I am taking a course in probabilistic methods in combinatorics, and I'm struggling to solve this question:
Prove that for any integer $k$ there is a directed graph (with no parallel edges) in which every outdegree is at least $k$ and yet there is no 2-coloring of the vertex set so that each vertex has at least one outneighbot of each color.
A probabilistic argument would be appreciated, but any clue would help (e.g. an example for such graph for $k=3$ or $k=4$).
I must mention that this question follows a previous question, which I solved, and might serve as a clue; Prove that for any tournament $T=(V,E)$ in which all outdegrees are at least 10, we can color the vertices so that every vertex at least one outneighbor of each color.

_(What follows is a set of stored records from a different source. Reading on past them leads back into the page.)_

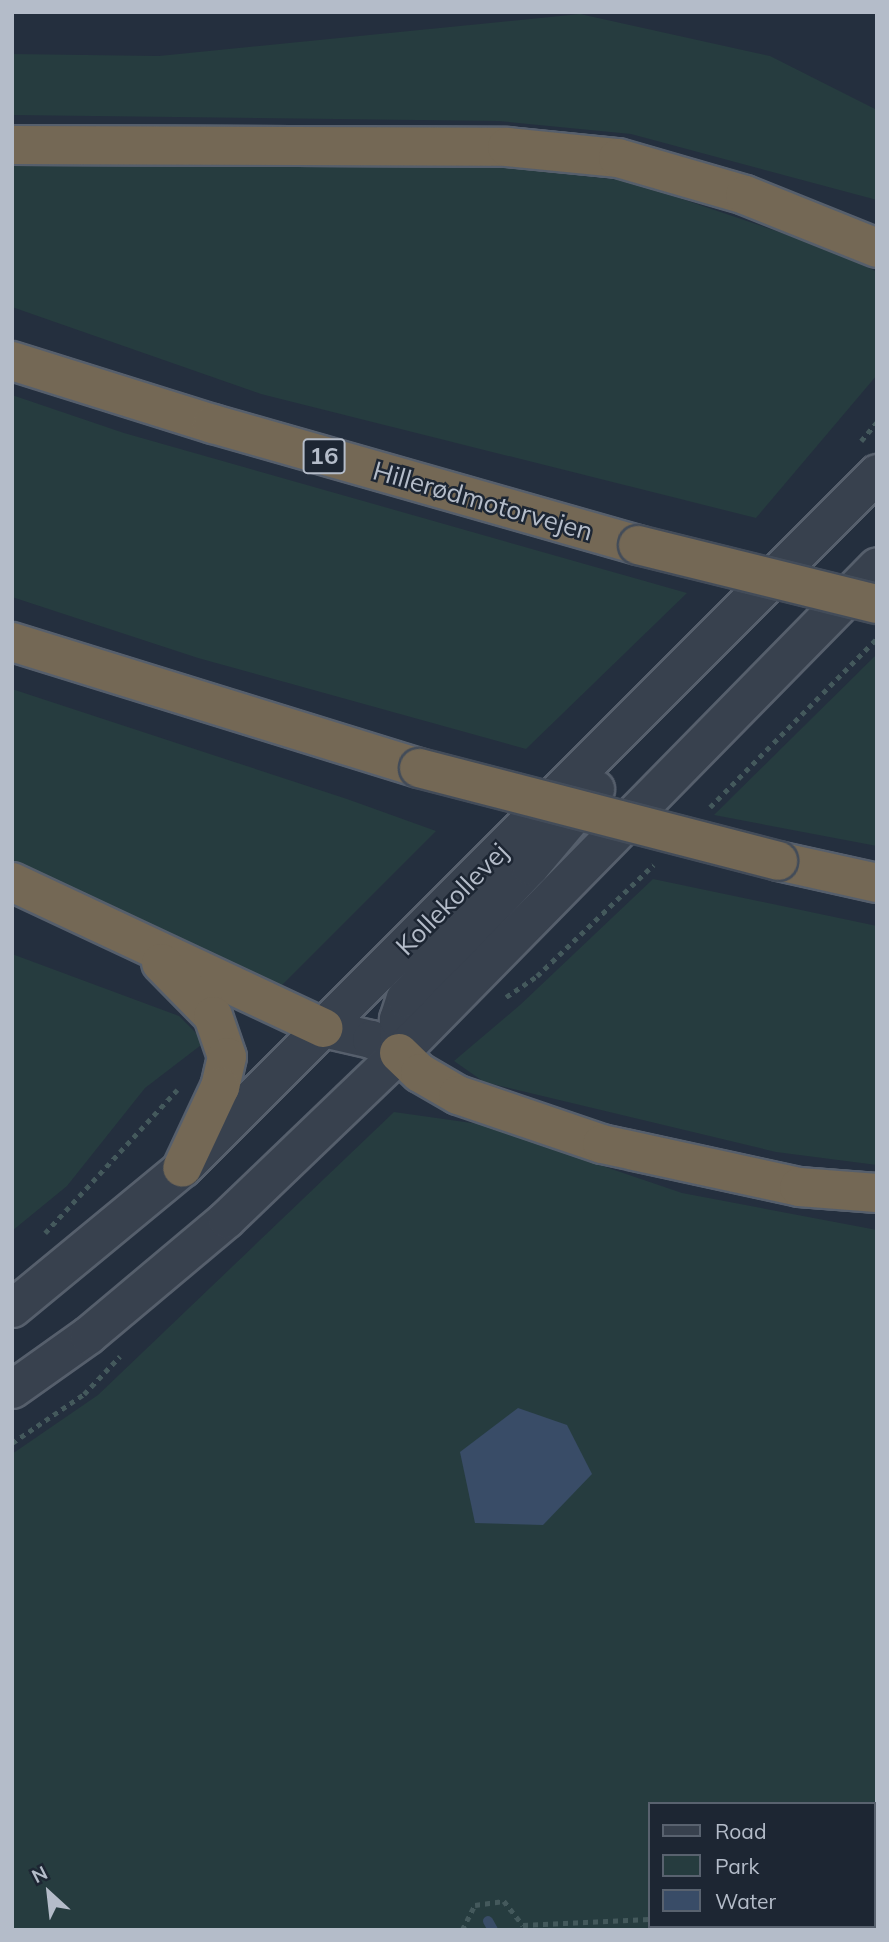 <!DOCTYPE html>
<meta charset="utf-8">
<style>
body{margin:0}
#map{position:relative;width:889px;height:1942px;overflow:hidden;background:#242f3e;font-family:Mulish,sans-serif}
div>[style]{position:absolute}
.green>*{inset:0;background:#263c3f}
.water>*{inset:0;background:#394c67}
.stream>*{height:10px;margin:-5px;padding:0 5px;transform-origin:5px;border-radius:5px;background:#394c67}
.path>*{height:4.5px;margin-top:-2.25px;transform-origin:0;background:repeating-linear-gradient(90deg,#44595c 0 5px,transparent 0 10px)}
.roads{filter:drop-shadow(2px 0 #565f6c) drop-shadow(-2px 0 #565f6c) drop-shadow(0 2px #565f6c) drop-shadow(0 -2px #565f6c)}
.tertiary>*{height:37px;margin:-18.5px;padding:0 18.5px;transform-origin:18.5px;border-radius:18.5px;background:#38414e}
.motorway>*{height:38px;margin:-19px;padding:0 19px;transform-origin:19px;border-radius:19px;background:#746855}
.bridges{filter:drop-shadow(2px 0 #434c59) drop-shadow(-2px 0 #434c59) drop-shadow(0 2px #434c59) drop-shadow(0 -2px #434c59)}
.motorway-bridge>*{height:38px;margin:-19px;padding:0 19px;transform-origin:19px;border-radius:19px;background:#746855}
span{translate:-50% -50%;white-space:nowrap;text-align:center;line-height:1.15;-webkit-text-stroke:5px #1d2633;paint-order:stroke}
.shield-label span{padding:2px 5px;background:#1d2633;border:2px solid;border-radius:5px;-webkit-text-stroke-width:0}
.shield-label{font-size:24px;color:#b4bcc9;font-weight:700}
.street-label{font-size:26px;color:#b4bcc9}
.frame{position:absolute;inset:0;border:14px solid #b4bcc9;pointer-events:none}
.legend{position:absolute;left:648px;top:1802px;width:228px;height:126px;box-sizing:border-box;background:#1d2633;border:2px solid #59626f;margin:0;padding:9px 12px;list-style:none;font-size:21px;color:#b4bcc9}
.legend li{display:flex;align-items:center;gap:14px;height:35px}
.legend b{width:35px;border:2px solid #59626f}
.north{position:absolute;left:14px;top:1858px;width:70px;height:70px;-webkit-text-stroke:5px #1d2633;paint-order:stroke;rotate:333deg;font-size:19px;font-weight:700;line-height:28px;text-align:center;color:#b4bcc9}
.north::after{content:'';display:block;margin:auto;width:24px;height:32px;background:#b4bcc9;clip-path:polygon(50% 0,100% 100%,50% 72%,0 100%)}
</style>
<div id="map">
<div class="green">
<i style="clip-path:polygon(580px 14px,770px 56px,877px 110px,877px 200px,631px 134px,499px 121px,12px 115px,12px 54px,159px 56px)"></i>
<i style="clip-path:polygon(12px 162px,483px 165px,629px 181px,835px 251px,877px 272px,877px 375px,756px 518px,261px 394px,12px 307px)"></i>
<i style="clip-path:polygon(12px 395px,124px 433px,687px 593px,526px 749px,198px 658px,12px 597px)"></i>
<i style="clip-path:polygon(877px 654px,877px 846px,714px 815px)"></i>
<i style="clip-path:polygon(12px 689px,347px 799px,436px 831px,280px 987px,12px 863px)"></i>
<i style="clip-path:polygon(653px 879px,877px 926px,877px 1165px,776px 1152px,484px 1082px,454px 1061px,520px 1005px)"></i>
<i style="clip-path:polygon(12px 954px,179px 1016px,205px 1042px,145px 1088px,67px 1186px,12px 1231px)"></i>
<i style="clip-path:polygon(evenodd,394px 1112px,479px 1124px,682px 1193px,877px 1230px,877px 1930px,12px 1930px,12px 1454px,98px 1395px,394px 1112px,649px 1804px,873px 1804px,873px 1926px,649px 1926px,649px 1804px)"></i>
</div>
<div class="water">
<i style="clip-path:polygon(518px 1408px,567px 1425px,592px 1474px,543px 1525px,475px 1523px,460px 1452px)"></i>
</div>
<div class="stream">
<i style="left:488px;top:1921px;width:10px;rotate:61deg"></i>
</div>
<div class="path">
<i style="left:861px;top:441px;width:25px;rotate:-50deg"></i>
<i style="left:710px;top:807px;width:236px;rotate:-45.3deg"></i>
<i style="left:506px;top:997px;width:37px;rotate:-34deg"></i>
<i style="left:537px;top:976px;width:161px;rotate:-43.7deg"></i>
<i style="left:45px;top:1233px;width:195px;rotate:-47.3deg"></i>
<i style="left:12px;top:1443px;width:87px;rotate:-34.2deg"></i>
<i style="left:84px;top:1394px;width:52px;rotate:-46.5deg"></i>
<i style="left:873px;top:1908px;width:4px"></i>
<i style="left:462px;top:1930px;width:28px;rotate:-63deg"></i>
<i style="left:475px;top:1905px;width:29px;rotate:-8deg"></i>
<i style="left:504px;top:1901px;width:31px;rotate:52deg"></i>
<i style="left:523px;top:1925px;width:126px;rotate:-2.7deg"></i>
</div>
<div class="roads">
<div class="tertiary">
<i style="left:323px;top:1028px;width:49px;rotate:12.9deg"></i>
<i style="left:371px;top:1039px;width:31px;rotate:27deg"></i>
<i style="left:399px;top:1053px;width:34px;rotate:-92deg"></i>
<i style="left:398px;top:1019px;width:22px;rotate:-72deg"></i>
<i style="left:405px;top:998px;width:182px;rotate:-46.6deg"></i>
<i style="left:530px;top:866px;width:101px;rotate:-49.8deg"></i>
<i style="left:12px;top:1308px;width:220px;rotate:-39.5deg"></i>
<i style="left:182px;top:1168px;width:983px;rotate:-45deg"></i>
<i style="left:12px;top:1389px;width:93px;rotate:-35.4deg"></i>
<i style="left:88px;top:1335px;width:180px;rotate:-40deg"></i>
<i style="left:226px;top:1219px;width:240px;rotate:-43.8deg"></i>
<i style="left:399px;top:1053px;width:682px;rotate:-45.53deg"></i>
</div>
<div class="motorway">
<i style="left:12px;top:145px;width:495px;rotate:0.2deg"></i>
<i style="left:507px;top:147px;width:112px;rotate:5.7deg"></i>
<i style="left:618px;top:158px;width:132px;rotate:16.2deg"></i>
<i style="left:745px;top:195px;width:142px;rotate:21.9deg"></i>
<i style="left:12px;top:361px;width:211px;rotate:17.4deg"></i>
<i style="left:213px;top:424px;width:442px;rotate:15.9deg"></i>
<i style="left:12px;top:642px;width:426px;rotate:17.2deg"></i>
<i style="left:778px;top:861px;width:101px;rotate:12.5deg"></i>
<i style="left:12px;top:882px;width:344px;rotate:25.1deg"></i>
<i style="left:161px;top:963px;width:74px;rotate:45.5deg"></i>
<i style="left:213px;top:1016px;width:43px;rotate:71.1deg"></i>
<i style="left:227px;top:1057px;width:31px;rotate:103deg"></i>
<i style="left:220px;top:1087px;width:89px;rotate:115.1deg"></i>
<i style="left:399px;top:1053px;width:29px;rotate:44deg"></i>
<i style="left:420px;top:1073px;width:44px;rotate:30.1deg"></i>
<i style="left:458px;top:1095px;width:152px;rotate:18.8deg"></i>
<i style="left:602px;top:1144px;width:202px;rotate:12.3deg"></i>
<i style="left:799px;top:1187px;width:78px;rotate:4.4deg"></i>
</div>
</div>
<div class="bridges">
<div class="motorway-bridge">
<i style="left:638px;top:545px;width:246px;rotate:13.9deg"></i>
<i style="left:419px;top:768px;width:371px;rotate:14.5deg"></i>
</div>
</div>
<div class="shield-label">
<span style="left:324px;top:456px">16</span>
</div>
<div class="street-label">
<span style="left:483px;top:501px;rotate:16deg">Hillerødmotorvejen</span>
<span style="left:452px;top:899px;rotate:-45deg">Kollekollevej</span>
</div>
<div class="frame"></div>
<ul class="legend">
<li><b style="height:9px;background:#38414e"></b>Road</li>
<li><b style="height:19px;background:#263c3f"></b>Park</li>
<li><b style="height:19px;background:#394c67"></b>Water</li>
</ul>
<div class="north">N</div>
</div>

There is a simple probability-free argument; on the other hand, I can't think of a way using the probabilistic method (non-trivially) to do it. I would guess that it's just on your assignment because it's related to the previous question.
Here is an example for $k=3$ that's honestly much more complicated than what you really need. (To avoid a messy diagram, I only drew edges down from the top half to the bottom half. Edges from the bottom half can be placed arbitrarily to obtain minimum degree $3$.)
This is a digraph associated to the Fano plane with a vertex for each line and each point, and an edge $\ell \to P$ whenever line $\ell$ contains point $P$. It is a nice trivia fact that in every $2$-coloring of the Fano plane, there is a monochromatic line; therefore, no matter how we color the bottom $7$ vertices (the "points"), one of the top vertices (the "lines") will have all its out-neighbors given the same color.
I think this might be the smallest example for $k=3$, but if you are not attached to minimal examples, there are much simpler approaches along these lines that will solve the problem for all $k$. (If all you want is a $k$-uniform hypergraph that cannot be $2$-colored, with no further constraints, what can you do?)